Focus on the Family gave a loving interview with Alan Chambers relating to his book God’s Grace and the Homosexual Next Door. We’ve discussed the book before here, and I don’t wish to linger there. But in the question and answer format, Chambers did make two comments that I believe go to the heart of how Exodus sees it’s purpose for existence.

At the suggestion of motivating Focus’ readers to dig deeper in the book, Chambers said

I think the biggest motivator is that homosexuality affects everyone. Whether we like it or not, it absolutely goes into every segment of our society — from our personal lives where our families are concerned, to the schools where our children go, to the communities where we live, to our church, to our pastors — and then when it comes to our religious freedoms.

And when discussing why people doubt his claims of “thousands of men and women who have left homosexuality”,

And then in the gay community, I don’t know that the entire gay community would doubt that change is possible, but the mantra that comes out from those who lead the gay community is that people can’t change. Because if we can, that really invalidates their story, it invalidates the special-rights status they’re seeking.

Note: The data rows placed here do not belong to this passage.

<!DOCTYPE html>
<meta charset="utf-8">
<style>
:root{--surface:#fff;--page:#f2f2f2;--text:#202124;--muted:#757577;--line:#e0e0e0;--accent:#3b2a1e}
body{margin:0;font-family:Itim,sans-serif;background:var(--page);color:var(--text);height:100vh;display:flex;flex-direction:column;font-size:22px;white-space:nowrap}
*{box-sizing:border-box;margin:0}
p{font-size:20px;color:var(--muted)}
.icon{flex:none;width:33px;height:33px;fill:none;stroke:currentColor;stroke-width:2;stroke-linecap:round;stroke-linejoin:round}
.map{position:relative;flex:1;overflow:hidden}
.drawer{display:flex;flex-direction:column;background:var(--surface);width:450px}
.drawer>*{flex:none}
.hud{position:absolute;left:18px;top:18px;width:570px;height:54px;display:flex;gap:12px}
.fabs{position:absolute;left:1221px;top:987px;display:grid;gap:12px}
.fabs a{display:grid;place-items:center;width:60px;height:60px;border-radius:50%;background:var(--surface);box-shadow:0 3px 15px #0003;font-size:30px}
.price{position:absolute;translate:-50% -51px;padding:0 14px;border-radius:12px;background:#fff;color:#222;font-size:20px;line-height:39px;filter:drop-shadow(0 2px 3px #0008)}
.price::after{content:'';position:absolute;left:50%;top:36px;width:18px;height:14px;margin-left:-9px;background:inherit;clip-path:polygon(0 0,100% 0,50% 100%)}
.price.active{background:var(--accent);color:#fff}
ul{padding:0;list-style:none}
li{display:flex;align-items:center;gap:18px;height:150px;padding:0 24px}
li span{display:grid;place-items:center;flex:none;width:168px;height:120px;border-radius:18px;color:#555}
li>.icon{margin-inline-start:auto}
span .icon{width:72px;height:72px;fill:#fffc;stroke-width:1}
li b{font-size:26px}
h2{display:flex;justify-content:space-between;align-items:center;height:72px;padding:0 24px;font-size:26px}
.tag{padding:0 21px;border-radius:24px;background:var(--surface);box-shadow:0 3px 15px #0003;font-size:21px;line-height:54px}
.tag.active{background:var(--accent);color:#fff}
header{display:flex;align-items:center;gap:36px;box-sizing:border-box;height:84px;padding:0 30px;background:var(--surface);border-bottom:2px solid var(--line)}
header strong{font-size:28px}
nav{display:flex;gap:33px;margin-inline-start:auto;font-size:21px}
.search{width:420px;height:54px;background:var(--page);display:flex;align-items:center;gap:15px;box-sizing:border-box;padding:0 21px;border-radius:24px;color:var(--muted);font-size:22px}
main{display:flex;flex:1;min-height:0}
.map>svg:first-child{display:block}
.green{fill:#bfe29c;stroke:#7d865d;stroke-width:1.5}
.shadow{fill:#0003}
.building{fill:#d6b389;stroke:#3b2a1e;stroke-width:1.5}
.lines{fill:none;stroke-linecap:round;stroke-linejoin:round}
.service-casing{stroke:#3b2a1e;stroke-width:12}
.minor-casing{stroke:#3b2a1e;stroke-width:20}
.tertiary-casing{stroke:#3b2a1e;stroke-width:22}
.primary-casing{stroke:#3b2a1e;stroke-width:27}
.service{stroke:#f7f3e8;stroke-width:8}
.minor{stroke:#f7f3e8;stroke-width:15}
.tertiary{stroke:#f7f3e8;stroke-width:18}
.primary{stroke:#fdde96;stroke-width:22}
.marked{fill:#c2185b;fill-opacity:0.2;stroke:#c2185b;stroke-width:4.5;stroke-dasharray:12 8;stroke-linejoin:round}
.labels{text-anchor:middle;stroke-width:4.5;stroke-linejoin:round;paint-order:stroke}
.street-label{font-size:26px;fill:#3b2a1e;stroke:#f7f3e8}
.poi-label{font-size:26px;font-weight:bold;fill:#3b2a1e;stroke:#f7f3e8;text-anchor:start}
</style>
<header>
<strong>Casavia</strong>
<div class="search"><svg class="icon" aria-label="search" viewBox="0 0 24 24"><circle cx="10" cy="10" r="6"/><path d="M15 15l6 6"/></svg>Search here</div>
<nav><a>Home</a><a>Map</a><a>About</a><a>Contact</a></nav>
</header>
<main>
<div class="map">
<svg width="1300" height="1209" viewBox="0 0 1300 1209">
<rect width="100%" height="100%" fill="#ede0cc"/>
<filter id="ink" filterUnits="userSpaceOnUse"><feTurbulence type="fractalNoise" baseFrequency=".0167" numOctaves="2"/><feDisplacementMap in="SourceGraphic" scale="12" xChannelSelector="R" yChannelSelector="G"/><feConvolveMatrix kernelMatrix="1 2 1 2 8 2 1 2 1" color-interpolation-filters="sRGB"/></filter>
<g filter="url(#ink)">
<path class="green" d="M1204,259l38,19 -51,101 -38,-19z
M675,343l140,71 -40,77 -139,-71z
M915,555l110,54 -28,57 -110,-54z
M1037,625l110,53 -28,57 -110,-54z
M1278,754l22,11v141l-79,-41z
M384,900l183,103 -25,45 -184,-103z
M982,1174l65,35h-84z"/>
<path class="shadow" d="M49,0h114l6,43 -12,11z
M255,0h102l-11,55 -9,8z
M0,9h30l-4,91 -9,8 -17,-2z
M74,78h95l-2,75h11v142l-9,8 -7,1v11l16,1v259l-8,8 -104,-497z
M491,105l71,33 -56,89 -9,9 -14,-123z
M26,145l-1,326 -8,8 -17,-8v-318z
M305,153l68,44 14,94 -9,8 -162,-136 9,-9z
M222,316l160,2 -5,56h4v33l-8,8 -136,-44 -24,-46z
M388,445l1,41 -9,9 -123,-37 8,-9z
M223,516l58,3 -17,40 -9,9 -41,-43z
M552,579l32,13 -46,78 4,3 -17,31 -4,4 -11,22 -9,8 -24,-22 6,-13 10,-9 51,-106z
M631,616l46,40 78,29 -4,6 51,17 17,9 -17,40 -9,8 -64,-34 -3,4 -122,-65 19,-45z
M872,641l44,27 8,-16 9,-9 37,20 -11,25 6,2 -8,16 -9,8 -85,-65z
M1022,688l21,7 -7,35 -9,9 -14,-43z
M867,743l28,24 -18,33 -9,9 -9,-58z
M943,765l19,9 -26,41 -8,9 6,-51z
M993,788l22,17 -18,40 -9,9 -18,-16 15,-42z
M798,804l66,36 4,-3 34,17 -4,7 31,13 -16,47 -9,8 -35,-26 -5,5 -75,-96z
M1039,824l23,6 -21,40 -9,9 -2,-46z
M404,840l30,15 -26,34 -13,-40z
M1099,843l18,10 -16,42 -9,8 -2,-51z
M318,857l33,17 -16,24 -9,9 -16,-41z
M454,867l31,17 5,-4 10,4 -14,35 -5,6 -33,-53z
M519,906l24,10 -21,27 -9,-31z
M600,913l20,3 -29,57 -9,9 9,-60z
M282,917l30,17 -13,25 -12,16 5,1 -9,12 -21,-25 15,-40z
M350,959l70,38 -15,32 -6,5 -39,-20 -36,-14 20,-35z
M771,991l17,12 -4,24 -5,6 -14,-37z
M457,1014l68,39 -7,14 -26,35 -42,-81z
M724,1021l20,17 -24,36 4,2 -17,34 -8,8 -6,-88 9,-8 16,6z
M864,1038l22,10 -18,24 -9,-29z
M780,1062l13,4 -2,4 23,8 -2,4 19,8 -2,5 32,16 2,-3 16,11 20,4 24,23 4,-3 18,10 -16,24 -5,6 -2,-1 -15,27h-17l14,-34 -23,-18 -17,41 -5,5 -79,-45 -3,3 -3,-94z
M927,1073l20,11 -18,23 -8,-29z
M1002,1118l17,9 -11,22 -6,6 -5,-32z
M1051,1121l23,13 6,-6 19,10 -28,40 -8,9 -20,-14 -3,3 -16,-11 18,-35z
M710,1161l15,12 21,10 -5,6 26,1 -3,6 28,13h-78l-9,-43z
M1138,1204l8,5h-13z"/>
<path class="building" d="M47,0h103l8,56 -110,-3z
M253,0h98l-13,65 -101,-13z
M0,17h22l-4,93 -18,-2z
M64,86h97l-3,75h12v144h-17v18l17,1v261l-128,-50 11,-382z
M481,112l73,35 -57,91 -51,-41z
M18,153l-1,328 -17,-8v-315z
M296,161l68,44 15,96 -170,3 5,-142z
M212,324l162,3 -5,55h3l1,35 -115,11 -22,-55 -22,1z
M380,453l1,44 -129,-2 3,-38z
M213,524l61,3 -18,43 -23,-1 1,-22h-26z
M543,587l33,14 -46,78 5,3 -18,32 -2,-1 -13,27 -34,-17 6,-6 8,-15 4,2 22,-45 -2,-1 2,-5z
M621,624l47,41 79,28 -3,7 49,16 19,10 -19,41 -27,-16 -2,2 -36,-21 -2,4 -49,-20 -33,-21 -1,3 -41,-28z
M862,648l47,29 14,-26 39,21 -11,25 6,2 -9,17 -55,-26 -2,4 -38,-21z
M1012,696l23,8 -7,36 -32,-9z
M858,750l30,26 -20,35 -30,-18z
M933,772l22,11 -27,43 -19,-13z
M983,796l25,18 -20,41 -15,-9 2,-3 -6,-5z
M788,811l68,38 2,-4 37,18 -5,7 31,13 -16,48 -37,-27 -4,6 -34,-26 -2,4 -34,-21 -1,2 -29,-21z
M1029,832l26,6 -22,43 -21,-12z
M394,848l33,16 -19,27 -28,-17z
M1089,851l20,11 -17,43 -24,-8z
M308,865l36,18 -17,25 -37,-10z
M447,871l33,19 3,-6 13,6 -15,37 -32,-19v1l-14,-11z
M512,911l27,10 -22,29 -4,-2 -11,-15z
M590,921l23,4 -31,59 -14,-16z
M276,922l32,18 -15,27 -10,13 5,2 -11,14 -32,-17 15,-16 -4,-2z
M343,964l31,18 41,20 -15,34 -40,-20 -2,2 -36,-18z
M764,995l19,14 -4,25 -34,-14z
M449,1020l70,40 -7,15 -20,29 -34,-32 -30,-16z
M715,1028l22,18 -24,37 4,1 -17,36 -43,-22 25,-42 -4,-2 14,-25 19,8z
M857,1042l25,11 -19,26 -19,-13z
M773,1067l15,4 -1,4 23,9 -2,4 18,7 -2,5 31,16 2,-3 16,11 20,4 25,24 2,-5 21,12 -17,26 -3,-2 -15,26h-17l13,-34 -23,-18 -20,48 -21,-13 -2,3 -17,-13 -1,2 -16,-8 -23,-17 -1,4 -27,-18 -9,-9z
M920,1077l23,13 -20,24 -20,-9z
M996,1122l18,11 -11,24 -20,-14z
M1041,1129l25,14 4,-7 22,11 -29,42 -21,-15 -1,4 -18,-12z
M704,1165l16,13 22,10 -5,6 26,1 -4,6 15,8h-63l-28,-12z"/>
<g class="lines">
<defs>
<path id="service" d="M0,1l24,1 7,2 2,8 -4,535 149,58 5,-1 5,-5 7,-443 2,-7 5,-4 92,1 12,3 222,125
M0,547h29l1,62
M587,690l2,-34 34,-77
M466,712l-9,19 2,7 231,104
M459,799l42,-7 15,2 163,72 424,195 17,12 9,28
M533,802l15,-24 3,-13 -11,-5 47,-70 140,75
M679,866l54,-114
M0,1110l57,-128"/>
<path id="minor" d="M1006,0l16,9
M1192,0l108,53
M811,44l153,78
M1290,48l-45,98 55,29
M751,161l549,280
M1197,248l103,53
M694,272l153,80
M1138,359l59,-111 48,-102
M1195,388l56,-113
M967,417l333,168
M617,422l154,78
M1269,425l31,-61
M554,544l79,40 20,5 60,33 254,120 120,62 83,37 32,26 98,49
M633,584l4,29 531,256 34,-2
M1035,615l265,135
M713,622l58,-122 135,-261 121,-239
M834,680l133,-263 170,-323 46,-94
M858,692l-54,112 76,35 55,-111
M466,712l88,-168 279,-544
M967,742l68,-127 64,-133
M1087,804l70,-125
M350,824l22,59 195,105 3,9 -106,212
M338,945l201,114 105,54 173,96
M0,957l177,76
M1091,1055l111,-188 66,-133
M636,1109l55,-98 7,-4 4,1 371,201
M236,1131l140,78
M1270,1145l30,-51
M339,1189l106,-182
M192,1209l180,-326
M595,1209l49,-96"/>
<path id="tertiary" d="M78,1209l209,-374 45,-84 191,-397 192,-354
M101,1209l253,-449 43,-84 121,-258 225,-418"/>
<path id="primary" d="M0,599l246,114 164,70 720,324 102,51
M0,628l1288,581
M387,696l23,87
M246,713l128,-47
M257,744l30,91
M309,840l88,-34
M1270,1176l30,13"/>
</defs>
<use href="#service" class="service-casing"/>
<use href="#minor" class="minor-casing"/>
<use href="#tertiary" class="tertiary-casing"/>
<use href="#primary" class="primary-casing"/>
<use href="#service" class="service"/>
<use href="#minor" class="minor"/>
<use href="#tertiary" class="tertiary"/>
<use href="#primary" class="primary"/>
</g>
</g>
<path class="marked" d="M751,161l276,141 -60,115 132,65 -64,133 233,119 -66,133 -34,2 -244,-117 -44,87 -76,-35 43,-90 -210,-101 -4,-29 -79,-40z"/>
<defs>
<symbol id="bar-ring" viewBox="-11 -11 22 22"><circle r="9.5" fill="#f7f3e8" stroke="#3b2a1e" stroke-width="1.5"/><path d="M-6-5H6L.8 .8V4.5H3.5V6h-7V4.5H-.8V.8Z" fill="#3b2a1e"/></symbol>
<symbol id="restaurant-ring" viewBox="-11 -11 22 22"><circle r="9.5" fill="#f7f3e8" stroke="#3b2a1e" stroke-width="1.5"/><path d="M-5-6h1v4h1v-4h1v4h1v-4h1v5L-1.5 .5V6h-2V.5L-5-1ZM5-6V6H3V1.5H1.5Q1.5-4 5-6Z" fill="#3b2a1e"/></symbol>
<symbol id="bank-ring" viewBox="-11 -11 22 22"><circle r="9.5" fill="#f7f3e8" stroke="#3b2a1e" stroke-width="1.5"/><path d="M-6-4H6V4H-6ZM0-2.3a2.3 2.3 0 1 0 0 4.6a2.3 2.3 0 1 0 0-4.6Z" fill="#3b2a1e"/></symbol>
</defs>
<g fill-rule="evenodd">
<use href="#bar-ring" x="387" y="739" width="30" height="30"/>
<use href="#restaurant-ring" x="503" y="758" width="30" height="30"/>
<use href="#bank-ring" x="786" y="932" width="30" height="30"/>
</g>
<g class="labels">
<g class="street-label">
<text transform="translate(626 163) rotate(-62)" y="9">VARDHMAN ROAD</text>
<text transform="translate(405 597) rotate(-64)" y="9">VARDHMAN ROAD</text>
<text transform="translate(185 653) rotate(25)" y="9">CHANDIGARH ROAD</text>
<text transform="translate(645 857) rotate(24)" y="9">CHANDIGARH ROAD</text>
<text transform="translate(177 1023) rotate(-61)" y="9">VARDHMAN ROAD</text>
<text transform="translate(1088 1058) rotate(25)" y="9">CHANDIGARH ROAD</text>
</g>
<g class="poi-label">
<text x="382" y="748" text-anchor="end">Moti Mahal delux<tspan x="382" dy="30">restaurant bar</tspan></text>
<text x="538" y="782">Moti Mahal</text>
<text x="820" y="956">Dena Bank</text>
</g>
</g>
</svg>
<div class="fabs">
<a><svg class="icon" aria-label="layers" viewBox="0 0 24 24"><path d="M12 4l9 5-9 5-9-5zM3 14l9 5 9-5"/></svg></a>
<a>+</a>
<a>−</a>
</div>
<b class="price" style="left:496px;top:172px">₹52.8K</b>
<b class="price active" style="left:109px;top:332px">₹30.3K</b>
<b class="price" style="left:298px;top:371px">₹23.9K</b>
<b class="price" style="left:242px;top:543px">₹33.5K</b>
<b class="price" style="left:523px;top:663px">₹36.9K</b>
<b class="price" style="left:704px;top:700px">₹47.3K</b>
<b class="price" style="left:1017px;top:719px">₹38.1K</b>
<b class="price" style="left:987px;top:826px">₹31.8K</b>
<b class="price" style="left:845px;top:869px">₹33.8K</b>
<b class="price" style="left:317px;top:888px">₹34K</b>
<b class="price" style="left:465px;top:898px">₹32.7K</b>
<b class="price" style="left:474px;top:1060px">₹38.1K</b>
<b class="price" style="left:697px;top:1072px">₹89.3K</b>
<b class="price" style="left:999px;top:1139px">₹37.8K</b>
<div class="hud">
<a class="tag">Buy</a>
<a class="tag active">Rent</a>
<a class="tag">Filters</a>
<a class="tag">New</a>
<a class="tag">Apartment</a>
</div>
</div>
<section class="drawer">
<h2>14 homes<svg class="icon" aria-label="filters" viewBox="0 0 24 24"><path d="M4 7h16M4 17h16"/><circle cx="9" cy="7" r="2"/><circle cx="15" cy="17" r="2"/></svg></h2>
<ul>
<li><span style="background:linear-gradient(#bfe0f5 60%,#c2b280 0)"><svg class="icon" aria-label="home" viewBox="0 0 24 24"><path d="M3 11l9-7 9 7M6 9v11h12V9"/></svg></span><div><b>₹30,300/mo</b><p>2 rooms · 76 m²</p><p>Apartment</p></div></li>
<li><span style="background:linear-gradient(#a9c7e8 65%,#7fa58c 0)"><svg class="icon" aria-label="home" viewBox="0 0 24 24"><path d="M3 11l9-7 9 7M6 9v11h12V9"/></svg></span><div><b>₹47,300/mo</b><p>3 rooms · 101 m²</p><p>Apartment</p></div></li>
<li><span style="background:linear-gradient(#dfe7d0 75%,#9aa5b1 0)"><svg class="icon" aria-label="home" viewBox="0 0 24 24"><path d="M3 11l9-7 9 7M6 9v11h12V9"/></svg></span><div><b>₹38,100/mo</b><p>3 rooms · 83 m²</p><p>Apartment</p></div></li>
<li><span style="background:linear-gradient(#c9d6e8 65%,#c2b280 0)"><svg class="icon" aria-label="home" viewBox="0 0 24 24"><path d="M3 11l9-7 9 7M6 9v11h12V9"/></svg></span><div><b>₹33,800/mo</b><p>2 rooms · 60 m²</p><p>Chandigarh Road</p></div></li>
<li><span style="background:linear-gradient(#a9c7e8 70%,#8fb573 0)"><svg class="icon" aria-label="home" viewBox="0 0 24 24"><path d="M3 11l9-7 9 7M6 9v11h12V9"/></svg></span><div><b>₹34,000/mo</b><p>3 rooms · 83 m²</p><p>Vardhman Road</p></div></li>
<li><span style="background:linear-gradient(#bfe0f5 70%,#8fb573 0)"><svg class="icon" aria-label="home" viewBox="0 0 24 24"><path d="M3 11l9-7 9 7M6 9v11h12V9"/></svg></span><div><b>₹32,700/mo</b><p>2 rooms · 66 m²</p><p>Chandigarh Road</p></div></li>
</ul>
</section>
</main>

Exodus has long since given up on any but the most fragile pretenses of providing support services to ex-gay strugglers. The “information” provided on their website is factually incorrect, outdated, and full of “missing” footnotes. Exodus has long since put networking between ex-gay groups a far distant priority behind speaking at church rallies designed for heterosexuals.

What then is the purpose that justifies their existence?

I believe the above two brief comments serve to illustrate what has become the primary function and purpose of Exodus International: to fight against civil equality for gay citizens.

Chambers sees the intersection of Christians and gays to be a political one and when challenged to speak directly to Christians his response is to pose their fellow gay citizens as a threat in society. A threat to families, children, schools, communities, churches and pastors.

And Chambers views the purpose of his testimony as a political action, an invalidation of gay citizens’ requests for equal treatment under the law.

Amidst all his talk about the church being careful to select appealing language, and not to view homosexuality as a sin greater than others, lies Chambers’ primary purpose and goals: to fight against the physical lives, freedoms, and equalities of those gay persons who do not accede to his religious demands.

And this, my friends, is the very definition of oppression.